**PROBLEM REQUIREMENTS:**
Search the data for the string "filter" and extract every line where it appears.

===== LISTED RECORDS =====

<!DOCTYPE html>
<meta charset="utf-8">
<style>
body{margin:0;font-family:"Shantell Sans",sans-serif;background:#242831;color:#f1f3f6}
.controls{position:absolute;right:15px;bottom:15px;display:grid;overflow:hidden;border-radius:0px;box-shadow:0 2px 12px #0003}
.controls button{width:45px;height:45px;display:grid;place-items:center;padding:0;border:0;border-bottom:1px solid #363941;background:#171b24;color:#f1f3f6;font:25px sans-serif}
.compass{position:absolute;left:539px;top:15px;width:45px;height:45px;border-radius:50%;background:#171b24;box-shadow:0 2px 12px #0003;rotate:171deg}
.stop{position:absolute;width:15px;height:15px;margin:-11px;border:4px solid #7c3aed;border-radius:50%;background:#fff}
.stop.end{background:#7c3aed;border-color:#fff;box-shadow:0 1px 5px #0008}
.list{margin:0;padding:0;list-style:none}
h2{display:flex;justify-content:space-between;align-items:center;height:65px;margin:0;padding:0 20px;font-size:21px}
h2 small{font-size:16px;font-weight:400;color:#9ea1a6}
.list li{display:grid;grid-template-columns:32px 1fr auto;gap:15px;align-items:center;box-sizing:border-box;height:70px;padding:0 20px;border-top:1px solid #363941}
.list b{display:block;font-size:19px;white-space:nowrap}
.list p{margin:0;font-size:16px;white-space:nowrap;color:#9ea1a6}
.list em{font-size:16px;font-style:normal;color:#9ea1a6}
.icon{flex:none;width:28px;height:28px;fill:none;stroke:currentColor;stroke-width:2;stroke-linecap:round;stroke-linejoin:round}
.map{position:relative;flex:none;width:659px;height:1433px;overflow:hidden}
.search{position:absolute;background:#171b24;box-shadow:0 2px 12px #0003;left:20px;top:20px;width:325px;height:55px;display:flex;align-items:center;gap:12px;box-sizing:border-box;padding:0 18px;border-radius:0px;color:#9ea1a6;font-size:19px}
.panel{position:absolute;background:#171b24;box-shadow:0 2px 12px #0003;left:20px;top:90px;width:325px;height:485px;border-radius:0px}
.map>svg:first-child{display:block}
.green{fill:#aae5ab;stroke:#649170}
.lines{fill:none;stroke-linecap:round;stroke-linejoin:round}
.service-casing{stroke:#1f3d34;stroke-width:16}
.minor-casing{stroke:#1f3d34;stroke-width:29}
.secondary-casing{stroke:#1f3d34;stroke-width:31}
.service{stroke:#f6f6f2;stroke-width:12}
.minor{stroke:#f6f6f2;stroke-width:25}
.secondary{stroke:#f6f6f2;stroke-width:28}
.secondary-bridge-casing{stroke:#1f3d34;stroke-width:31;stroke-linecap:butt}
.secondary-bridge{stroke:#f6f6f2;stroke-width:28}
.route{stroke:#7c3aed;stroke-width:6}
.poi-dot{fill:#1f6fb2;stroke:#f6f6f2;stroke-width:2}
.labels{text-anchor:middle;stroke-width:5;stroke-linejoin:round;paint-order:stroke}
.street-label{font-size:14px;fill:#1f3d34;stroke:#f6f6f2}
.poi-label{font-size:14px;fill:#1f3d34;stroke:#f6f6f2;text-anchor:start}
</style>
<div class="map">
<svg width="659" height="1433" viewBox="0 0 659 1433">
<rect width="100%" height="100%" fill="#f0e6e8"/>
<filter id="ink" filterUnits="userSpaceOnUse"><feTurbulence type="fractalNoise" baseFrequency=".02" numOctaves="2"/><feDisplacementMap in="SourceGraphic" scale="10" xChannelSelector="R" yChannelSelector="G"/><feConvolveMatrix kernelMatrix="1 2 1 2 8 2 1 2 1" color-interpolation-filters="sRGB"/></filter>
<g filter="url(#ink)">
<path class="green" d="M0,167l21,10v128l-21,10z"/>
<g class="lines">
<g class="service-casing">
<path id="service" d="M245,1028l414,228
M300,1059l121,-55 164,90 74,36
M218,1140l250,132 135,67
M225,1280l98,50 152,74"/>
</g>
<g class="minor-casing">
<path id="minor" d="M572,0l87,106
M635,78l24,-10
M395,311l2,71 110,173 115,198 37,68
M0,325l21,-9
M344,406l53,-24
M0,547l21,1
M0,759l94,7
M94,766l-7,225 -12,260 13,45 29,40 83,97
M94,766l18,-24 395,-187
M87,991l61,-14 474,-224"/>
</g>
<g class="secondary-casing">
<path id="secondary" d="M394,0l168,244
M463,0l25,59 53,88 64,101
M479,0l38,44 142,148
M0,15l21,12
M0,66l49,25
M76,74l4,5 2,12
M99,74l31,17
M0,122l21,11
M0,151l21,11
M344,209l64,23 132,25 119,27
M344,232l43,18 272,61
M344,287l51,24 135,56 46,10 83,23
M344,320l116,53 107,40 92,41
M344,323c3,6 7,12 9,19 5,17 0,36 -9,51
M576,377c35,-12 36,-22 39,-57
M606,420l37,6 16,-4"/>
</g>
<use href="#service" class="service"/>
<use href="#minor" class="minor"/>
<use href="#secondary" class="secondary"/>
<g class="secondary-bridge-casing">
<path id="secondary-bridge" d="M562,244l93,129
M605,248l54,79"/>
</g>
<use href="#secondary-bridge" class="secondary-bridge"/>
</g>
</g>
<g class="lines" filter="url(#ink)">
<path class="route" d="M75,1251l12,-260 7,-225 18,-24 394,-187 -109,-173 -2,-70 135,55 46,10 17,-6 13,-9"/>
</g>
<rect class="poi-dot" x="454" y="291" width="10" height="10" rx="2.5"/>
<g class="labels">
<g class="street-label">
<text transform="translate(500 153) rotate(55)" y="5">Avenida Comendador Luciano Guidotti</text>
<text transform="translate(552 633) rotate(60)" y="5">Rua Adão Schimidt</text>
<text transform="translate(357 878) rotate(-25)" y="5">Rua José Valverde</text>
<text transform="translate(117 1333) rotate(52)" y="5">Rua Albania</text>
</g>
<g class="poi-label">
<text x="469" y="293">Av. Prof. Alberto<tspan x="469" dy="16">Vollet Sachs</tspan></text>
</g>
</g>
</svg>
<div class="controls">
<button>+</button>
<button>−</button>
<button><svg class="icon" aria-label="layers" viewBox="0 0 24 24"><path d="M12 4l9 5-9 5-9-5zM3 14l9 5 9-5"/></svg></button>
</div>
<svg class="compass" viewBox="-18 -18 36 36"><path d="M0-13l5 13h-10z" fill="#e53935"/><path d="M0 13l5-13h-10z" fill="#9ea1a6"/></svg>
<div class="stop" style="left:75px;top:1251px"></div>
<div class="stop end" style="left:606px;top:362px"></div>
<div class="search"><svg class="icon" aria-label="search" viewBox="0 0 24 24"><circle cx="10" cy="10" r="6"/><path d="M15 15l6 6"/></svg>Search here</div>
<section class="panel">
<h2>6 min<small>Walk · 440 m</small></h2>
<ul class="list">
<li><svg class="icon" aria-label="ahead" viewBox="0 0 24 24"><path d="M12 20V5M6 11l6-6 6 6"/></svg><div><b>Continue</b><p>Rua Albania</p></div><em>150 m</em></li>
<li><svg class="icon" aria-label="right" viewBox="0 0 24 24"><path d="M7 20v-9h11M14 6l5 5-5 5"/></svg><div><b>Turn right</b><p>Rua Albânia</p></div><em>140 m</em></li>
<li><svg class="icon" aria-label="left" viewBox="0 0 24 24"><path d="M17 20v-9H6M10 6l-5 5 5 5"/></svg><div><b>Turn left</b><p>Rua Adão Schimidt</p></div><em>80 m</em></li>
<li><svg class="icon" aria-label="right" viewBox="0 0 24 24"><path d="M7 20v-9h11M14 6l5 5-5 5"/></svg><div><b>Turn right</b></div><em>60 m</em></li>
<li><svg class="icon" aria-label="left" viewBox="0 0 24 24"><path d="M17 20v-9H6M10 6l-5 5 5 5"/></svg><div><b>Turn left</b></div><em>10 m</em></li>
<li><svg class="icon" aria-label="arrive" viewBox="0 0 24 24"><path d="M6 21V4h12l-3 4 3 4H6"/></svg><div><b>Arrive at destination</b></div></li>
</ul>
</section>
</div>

=====

**FINISHED TASK:**
<filter id="ink" filterUnits="userSpaceOnUse"><feTurbulence type="fractalNoise" baseFrequency=".02" numOctaves="2"/><feDisplacementMap in="SourceGraphic" scale="10" xChannelSelector="R" yChannelSelector="G"/><feConvolveMatrix kernelMatrix="1 2 1 2 8 2 1 2 1" color-interpolation-filters="sRGB"/></filter>
<g filter="url(#ink)">
<g class="lines" filter="url(#ink)">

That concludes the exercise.